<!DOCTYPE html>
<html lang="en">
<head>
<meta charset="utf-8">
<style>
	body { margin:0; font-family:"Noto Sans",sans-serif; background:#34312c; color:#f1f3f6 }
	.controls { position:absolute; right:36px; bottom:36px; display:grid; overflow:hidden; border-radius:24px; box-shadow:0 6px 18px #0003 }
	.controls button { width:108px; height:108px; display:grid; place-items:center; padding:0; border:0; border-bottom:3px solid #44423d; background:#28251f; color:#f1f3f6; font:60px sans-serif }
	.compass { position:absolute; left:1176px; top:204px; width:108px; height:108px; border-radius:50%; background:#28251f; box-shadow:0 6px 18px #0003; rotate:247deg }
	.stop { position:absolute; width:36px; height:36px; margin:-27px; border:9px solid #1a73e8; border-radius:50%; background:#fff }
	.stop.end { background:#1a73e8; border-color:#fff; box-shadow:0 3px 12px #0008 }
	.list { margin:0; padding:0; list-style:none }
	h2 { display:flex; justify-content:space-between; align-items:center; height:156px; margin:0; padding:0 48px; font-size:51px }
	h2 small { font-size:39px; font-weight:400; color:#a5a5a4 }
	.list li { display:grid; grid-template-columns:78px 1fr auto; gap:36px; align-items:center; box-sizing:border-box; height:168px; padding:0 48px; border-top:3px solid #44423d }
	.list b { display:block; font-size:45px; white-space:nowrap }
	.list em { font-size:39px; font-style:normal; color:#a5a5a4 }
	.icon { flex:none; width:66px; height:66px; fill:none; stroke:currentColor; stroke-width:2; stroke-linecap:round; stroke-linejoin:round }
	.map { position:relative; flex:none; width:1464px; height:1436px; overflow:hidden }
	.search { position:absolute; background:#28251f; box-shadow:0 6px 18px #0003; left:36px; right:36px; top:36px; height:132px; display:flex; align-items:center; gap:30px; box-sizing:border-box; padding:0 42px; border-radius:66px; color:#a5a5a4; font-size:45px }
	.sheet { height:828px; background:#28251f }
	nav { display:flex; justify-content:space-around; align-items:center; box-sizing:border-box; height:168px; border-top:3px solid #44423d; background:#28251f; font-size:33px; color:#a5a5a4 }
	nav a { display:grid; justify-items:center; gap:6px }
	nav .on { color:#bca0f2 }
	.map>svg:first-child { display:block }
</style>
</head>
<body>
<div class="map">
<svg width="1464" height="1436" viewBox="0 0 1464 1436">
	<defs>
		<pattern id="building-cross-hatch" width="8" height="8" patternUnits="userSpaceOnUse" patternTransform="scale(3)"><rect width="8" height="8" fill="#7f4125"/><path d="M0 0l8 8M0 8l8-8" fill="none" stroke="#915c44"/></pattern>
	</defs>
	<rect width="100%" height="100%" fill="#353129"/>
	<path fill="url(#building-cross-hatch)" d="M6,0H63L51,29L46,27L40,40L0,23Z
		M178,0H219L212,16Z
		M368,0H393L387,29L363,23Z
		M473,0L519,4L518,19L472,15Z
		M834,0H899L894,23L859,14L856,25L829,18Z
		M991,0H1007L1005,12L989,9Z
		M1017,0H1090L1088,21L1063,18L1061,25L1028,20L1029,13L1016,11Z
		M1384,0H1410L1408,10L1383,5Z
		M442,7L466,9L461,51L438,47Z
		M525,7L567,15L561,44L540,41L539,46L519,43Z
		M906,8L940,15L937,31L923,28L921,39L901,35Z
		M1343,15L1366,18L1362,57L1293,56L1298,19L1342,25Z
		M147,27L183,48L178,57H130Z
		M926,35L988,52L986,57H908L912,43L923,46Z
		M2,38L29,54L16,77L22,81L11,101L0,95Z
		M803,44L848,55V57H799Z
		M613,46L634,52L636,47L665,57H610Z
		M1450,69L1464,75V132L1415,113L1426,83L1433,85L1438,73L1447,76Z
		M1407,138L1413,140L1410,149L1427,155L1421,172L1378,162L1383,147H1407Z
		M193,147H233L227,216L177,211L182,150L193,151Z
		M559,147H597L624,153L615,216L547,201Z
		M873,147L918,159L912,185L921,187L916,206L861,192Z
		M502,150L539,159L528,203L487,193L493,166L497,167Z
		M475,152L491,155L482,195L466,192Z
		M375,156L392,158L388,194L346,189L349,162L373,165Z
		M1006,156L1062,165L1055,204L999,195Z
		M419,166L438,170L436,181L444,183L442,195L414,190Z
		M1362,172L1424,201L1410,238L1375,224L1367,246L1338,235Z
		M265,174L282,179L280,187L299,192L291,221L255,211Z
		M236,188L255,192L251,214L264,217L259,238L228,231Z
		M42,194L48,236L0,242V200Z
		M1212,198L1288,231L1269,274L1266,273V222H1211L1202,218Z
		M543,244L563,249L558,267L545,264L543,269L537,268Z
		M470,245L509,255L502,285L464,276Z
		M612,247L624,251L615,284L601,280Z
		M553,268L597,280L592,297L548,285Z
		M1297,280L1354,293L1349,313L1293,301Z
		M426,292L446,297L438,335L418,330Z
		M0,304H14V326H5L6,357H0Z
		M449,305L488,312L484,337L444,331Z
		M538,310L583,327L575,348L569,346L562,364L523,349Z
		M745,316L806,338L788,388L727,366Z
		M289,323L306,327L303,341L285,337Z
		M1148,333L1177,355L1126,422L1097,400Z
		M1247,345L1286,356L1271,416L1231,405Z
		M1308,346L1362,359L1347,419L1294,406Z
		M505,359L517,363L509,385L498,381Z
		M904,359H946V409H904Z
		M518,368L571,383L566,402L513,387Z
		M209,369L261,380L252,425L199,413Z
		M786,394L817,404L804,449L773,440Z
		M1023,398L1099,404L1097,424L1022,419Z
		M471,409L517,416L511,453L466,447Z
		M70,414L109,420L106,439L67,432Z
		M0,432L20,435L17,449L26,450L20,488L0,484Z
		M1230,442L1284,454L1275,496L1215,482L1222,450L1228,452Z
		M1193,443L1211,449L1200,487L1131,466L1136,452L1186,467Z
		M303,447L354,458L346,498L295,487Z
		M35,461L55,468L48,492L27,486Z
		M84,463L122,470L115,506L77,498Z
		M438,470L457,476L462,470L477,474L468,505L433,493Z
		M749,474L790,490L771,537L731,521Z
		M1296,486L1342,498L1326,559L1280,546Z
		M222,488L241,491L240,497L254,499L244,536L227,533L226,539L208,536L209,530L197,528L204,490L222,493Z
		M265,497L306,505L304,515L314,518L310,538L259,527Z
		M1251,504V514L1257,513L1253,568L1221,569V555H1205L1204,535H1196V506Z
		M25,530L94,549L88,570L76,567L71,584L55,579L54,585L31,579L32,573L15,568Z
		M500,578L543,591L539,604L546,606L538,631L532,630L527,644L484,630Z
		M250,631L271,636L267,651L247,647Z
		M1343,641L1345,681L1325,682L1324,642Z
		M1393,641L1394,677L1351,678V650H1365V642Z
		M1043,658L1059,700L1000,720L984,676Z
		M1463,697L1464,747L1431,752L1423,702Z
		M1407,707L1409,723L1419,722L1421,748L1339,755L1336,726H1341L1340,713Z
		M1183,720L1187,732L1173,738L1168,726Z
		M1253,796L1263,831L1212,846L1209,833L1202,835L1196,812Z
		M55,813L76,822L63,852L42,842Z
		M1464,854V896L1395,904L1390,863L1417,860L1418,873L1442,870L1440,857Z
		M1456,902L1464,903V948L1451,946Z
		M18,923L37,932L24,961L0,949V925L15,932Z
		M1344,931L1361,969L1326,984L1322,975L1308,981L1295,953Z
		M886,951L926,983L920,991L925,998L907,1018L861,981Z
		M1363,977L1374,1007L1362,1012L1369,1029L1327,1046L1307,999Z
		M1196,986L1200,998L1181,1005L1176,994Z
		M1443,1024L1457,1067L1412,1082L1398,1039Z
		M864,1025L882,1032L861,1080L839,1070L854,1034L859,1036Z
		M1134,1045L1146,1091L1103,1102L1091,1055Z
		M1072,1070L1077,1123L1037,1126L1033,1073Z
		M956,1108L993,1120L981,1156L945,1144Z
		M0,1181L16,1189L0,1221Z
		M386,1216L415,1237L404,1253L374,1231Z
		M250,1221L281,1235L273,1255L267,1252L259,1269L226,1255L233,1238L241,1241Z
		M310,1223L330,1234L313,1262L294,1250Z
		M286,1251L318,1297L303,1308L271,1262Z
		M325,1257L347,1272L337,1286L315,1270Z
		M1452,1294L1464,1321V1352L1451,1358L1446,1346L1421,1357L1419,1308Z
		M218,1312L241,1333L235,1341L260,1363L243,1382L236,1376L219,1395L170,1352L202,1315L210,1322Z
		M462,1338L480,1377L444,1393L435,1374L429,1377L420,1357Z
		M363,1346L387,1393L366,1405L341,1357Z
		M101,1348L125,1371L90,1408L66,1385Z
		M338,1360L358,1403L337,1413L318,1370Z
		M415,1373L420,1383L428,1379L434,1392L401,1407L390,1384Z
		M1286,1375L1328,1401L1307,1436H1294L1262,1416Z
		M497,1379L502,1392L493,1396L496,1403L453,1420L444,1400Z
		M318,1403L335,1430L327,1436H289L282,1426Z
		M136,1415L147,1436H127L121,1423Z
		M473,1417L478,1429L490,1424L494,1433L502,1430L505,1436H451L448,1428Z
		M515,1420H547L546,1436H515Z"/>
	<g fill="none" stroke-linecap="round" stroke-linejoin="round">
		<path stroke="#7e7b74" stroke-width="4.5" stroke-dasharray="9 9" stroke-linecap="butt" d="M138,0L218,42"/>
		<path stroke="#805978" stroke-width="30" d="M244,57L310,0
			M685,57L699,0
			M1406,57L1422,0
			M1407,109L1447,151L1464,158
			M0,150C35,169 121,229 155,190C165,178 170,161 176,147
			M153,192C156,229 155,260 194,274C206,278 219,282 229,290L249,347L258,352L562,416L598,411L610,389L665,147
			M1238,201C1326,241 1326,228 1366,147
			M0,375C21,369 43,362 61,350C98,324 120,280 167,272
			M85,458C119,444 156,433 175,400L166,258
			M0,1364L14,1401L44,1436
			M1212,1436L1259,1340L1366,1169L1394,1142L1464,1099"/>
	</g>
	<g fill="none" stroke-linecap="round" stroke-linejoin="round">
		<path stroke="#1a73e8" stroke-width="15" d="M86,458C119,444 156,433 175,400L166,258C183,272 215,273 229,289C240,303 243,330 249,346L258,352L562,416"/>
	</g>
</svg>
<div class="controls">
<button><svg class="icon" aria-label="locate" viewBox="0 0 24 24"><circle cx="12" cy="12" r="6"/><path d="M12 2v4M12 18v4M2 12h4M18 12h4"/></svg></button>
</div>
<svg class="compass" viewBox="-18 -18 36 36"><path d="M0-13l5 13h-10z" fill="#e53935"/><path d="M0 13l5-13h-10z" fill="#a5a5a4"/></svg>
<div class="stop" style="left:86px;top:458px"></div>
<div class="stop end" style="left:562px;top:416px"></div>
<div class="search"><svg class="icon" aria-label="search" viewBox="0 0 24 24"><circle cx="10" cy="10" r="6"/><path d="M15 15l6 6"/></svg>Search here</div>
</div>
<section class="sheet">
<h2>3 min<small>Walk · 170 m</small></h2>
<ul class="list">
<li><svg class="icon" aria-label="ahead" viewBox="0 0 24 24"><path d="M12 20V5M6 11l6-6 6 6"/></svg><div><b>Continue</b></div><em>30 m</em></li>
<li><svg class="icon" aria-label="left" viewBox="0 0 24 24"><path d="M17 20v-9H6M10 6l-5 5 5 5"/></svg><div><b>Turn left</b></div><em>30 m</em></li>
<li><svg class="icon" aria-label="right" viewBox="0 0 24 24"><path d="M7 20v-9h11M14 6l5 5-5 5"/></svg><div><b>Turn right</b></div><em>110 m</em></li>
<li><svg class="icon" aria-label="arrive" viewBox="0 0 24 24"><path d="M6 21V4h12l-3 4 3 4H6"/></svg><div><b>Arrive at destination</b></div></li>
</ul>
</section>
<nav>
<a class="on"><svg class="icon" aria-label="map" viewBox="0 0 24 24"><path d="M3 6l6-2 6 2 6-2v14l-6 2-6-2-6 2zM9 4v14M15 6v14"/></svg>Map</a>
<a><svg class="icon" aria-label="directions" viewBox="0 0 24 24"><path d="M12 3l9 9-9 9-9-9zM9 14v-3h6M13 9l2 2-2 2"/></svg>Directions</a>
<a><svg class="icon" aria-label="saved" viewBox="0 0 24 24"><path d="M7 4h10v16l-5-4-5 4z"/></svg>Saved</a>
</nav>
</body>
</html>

━━━━━━━━━━━━━━━━━━━━━━━━━━━━━━

WHAT THE EXERCISE ASKS
Search the records for the string "list", and copy every line that holds it.

PROBLEM SOLUTION
	.list { margin:0; padding:0; list-style:none }
	.list li { display:grid; grid-template-columns:78px 1fr auto; gap:36px; align-items:center; box-sizing:border-box; height:168px; padding:0 48px; border-top:3px solid #44423d }
	.list b { display:block; font-size:45px; white-space:nowrap }
	.list em { font-size:39px; font-style:normal; color:#a5a5a4 }
<ul class="list">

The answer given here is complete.